It was the next day, and the girls were in the saddle, as usual. They had visited the new gold diggings and found everybody excited and optimistic, though no gold had been uncovered as yet. And now they were trotting slowly along the open road, their thoughts busy with the startling happenings of the day before.

"It's a wonder he doesn't go crazy," shuddered Mollie, taking up the thread where Amy had dropped it. "I know I would. What was it he said about being 'ghost-ridden?'"

"I don't believe he is ghost-ridden at all, except by his imagination," said Betty positively. "I think if he had taken the trouble to look at the newspapers before he decided that he was a hunted man he might have saved himself a lot of trouble and unhappiness."

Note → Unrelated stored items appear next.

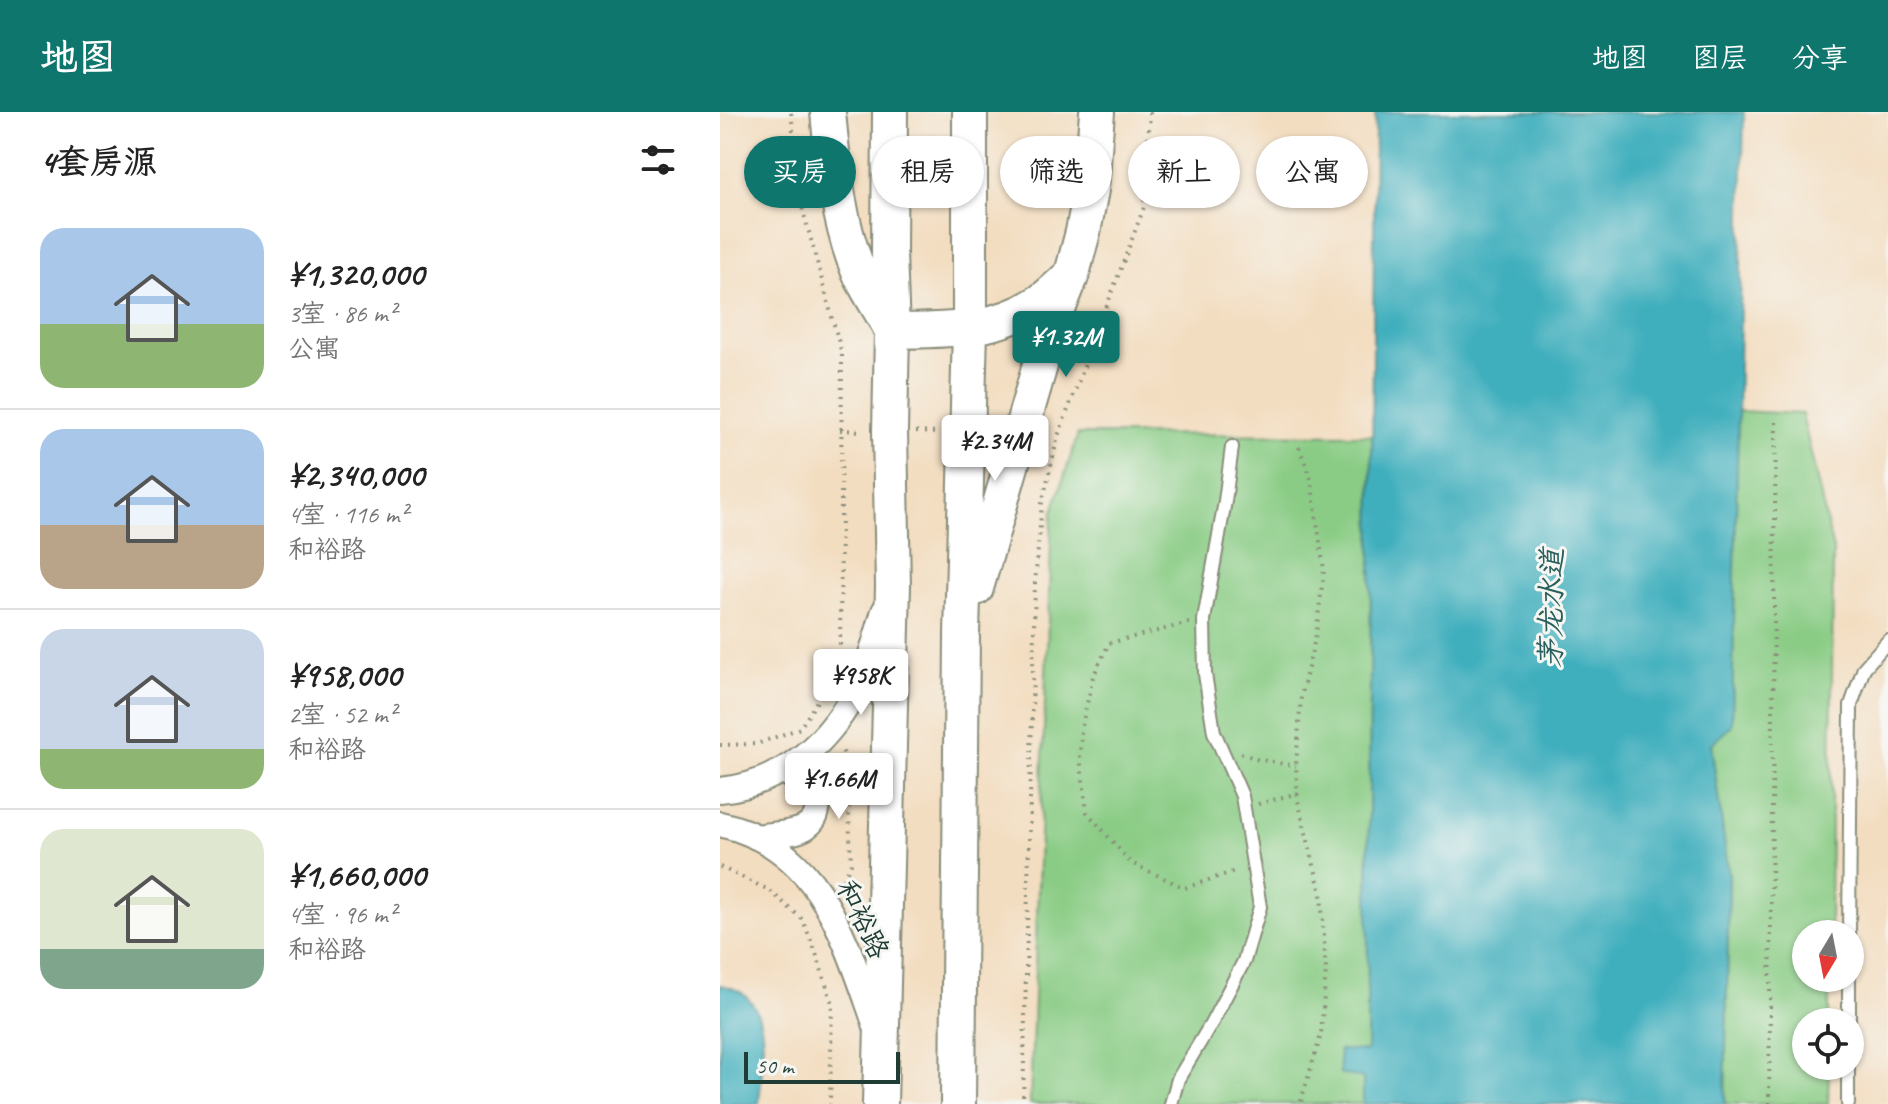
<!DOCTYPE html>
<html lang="zh">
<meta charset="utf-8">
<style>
:root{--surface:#fff;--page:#f6f6f6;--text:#222;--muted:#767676;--line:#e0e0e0;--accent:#0f766e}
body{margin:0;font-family:Caveat,"LXGW WenKai TC",sans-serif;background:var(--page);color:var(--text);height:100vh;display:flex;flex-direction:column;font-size:30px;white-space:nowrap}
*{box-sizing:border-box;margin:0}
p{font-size:26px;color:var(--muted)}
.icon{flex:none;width:44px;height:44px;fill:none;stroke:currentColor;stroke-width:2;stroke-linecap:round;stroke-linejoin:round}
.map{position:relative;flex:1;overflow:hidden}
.side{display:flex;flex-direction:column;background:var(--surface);width:720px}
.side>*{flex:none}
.guide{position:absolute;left:24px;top:24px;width:760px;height:72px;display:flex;gap:16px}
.needle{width:52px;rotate:190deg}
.controls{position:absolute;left:1072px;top:808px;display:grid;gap:16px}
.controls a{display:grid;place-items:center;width:72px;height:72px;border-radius:50%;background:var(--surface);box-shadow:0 2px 6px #0004;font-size:40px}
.scale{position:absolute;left:24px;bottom:20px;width:156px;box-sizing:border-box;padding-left:8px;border:4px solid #1f3d34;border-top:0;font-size:22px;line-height:28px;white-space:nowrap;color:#1f3d34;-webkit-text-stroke:6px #f6f6f2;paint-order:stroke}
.price{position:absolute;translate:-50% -68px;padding:0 18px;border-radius:8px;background:#fff;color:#222;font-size:26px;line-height:52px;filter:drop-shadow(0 2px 4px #0008)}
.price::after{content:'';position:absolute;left:50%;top:48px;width:24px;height:18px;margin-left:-12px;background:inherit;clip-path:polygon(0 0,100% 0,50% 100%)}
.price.on{background:var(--accent);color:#fff}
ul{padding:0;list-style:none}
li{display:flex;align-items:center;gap:24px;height:200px;padding:0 40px}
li+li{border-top:2px solid var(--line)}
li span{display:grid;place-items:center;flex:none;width:224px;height:160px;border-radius:24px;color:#555}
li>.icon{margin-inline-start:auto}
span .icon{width:96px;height:96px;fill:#fffc;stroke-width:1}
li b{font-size:34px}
h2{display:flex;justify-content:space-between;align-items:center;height:96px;padding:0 40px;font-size:34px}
.chip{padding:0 28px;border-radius:36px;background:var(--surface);box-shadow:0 2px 6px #0004;font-size:28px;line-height:72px}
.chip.on{background:var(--accent);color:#fff}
header{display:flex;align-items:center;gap:48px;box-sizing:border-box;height:112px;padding:0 40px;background:var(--accent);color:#fff}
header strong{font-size:38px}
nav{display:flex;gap:44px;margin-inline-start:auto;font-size:28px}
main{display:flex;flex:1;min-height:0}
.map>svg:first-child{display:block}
</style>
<header>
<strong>地图</strong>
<nav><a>地图</a><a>图层</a><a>分享</a></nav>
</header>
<main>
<section class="side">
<h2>4套房源<svg class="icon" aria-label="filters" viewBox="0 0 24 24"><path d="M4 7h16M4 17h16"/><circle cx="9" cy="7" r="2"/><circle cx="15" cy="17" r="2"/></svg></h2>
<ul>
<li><span style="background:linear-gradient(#a9c7e8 60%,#8fb573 0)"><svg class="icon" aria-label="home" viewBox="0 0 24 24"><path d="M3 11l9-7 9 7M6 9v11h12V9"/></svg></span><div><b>¥1,320,000</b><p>3室 · 86 m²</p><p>公寓</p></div></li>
<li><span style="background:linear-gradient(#a9c7e8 60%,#b9a48a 0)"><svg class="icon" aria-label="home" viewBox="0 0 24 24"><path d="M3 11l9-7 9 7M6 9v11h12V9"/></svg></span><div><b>¥2,340,000</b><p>4室 · 116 m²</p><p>和裕路</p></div></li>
<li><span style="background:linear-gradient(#c9d6e8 75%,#8fb573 0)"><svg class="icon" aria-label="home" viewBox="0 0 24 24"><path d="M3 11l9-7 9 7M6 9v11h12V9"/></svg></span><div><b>¥958,000</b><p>2室 · 52 m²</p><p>和裕路</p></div></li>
<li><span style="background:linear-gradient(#dfe7d0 75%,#7fa58c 0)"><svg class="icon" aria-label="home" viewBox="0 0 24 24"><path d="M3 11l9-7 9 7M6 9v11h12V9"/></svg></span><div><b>¥1,660,000</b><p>4室 · 96 m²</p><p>和裕路</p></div></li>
</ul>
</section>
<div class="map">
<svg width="1168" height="992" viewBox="0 0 1168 992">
<rect width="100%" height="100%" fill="#f6f6f2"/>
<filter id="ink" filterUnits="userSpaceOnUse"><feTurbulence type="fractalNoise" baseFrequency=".0125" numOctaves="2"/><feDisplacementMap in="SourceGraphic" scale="16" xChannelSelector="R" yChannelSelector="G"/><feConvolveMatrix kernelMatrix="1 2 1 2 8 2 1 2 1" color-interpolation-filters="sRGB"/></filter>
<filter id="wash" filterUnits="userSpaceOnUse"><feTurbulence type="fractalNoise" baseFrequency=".006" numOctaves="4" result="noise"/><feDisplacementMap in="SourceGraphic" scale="32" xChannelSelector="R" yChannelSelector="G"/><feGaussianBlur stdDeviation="1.8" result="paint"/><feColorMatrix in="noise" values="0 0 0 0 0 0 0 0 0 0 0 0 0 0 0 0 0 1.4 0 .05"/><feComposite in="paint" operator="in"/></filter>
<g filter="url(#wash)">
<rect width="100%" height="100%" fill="#f3ddc0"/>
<path fill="#8acc85" stroke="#54845c" stroke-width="2" d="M1018,299L1082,302L1113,438L1110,822H1086V866H1109V910H1086V954H1109L1108,992H1005L1009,764L991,632L1012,613Z
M358,322L652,323L647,939H620L644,966L643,992H310L332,402Z"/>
<path fill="#41afbd" stroke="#307678" stroke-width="2" d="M655,0H1024L1012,613L991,632L1009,764L1005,992H643V966L620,962L619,938L647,939Z
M0,873C57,881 42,950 39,992H0Z"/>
</g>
<g filter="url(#ink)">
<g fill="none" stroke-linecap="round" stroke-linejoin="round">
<g stroke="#898d7a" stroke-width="16">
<path id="lane" d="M1129,822L1131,593L1144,556L1168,529
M1129,910V866
M451,992L458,967L491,912L524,849L540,795L522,684L494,620L485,562L484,508L505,389L512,335
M1128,992V954"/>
</g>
<g stroke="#898d7a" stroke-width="28">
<path id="street" d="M0,678C65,672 113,627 140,570C151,548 157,522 164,499
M0,712C101,734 126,830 156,914
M36,725C51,722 73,723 86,715C92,711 96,705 97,699C103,676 80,668 64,660"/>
</g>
<g stroke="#898d7a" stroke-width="38">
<path id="secondary" d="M108,0C113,53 118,110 139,160C148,179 160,197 170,215
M172,219C224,218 275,220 320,190C330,183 340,173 349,165
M256,476L331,215L352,162L363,120L371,78L377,0
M160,992L173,474L170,319L172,219L169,141L170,0
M238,992L242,523L250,217V0"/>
</g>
<path stroke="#898d7a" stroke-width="4" stroke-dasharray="2 6" stroke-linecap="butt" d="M120,318L144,319
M196,320L220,321
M579,335L591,367L604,458L596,522L581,585L576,654L578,689L601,781L606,858L601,923L580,992
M469,511L389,531L373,565L361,618L360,645L367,700L411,751L465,776L518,758
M0,633L37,632L80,616L96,591L120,540L122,242L81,91L71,0
M521,641L536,647L576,654
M538,692L578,681
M0,755L49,778L82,807L95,838L112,891L110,992
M120,774L131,751L127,650L121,635
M303,992L315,471L322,391L338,324L424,95L430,0
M1049,992L1056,306"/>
<use href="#lane" stroke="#fff" stroke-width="12"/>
<use href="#street" stroke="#fff" stroke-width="24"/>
<use href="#secondary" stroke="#fff" stroke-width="34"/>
</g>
</g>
<g text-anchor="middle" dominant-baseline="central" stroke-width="6" stroke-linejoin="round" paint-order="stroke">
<g font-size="28" fill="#1f3d34" stroke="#f6f6f2">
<text transform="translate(143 807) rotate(64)">和裕路</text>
</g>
<g font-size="30" font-style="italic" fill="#295f5d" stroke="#f6f6f2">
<text transform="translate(831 496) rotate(-89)">茅龙水道</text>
</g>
</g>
</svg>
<div class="controls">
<a><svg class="needle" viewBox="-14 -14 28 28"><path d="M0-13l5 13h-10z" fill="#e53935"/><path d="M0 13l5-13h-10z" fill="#767676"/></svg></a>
<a><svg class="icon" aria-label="locate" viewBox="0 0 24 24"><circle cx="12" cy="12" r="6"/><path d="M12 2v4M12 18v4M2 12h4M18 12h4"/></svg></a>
</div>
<div class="scale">50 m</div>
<b class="price on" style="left:346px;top:267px">¥1.32M</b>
<b class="price" style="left:275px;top:371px">¥2.34M</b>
<b class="price" style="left:141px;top:605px">¥958K</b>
<b class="price" style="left:119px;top:709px">¥1.66M</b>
<div class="guide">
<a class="chip on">买房</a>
<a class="chip">租房</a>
<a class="chip">筛选</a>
<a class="chip">新上</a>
<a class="chip">公寓</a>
</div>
</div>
</main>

"Goodness, how do you get that way, Betty?" Grace said irritably. "The man ought to be the best judge of whether he killed anybody or not."

"Well," said the Little Captain stubbornly, "it seems to me it would have had to be a pretty heavy bottle with a pretty strong arm behind it to kill a man with one blow. And a scalp wound bleeds horribly, you know."

The girls looked a little thoughtful, and for the first time since Betty had advanced her theory they began to think that there might possibly be something in it after all.

"That's right," said Amy, and then went on to relate an experience she had had when skylarking with Sarah Stonington.

"She had hold of that heavy rocking chair we have in the library," Amy said. "She was trying to pull it away from me, and I was hanging on to it for dear life.

"Then suddenly I let go, and Aunt Sarah—she's pretty heavy, you know—lost her balance as the chair swung forward, and fell over backward, striking her head on the sharp edge of the piano."

"Goodness, you must have been scared," commented Mollie.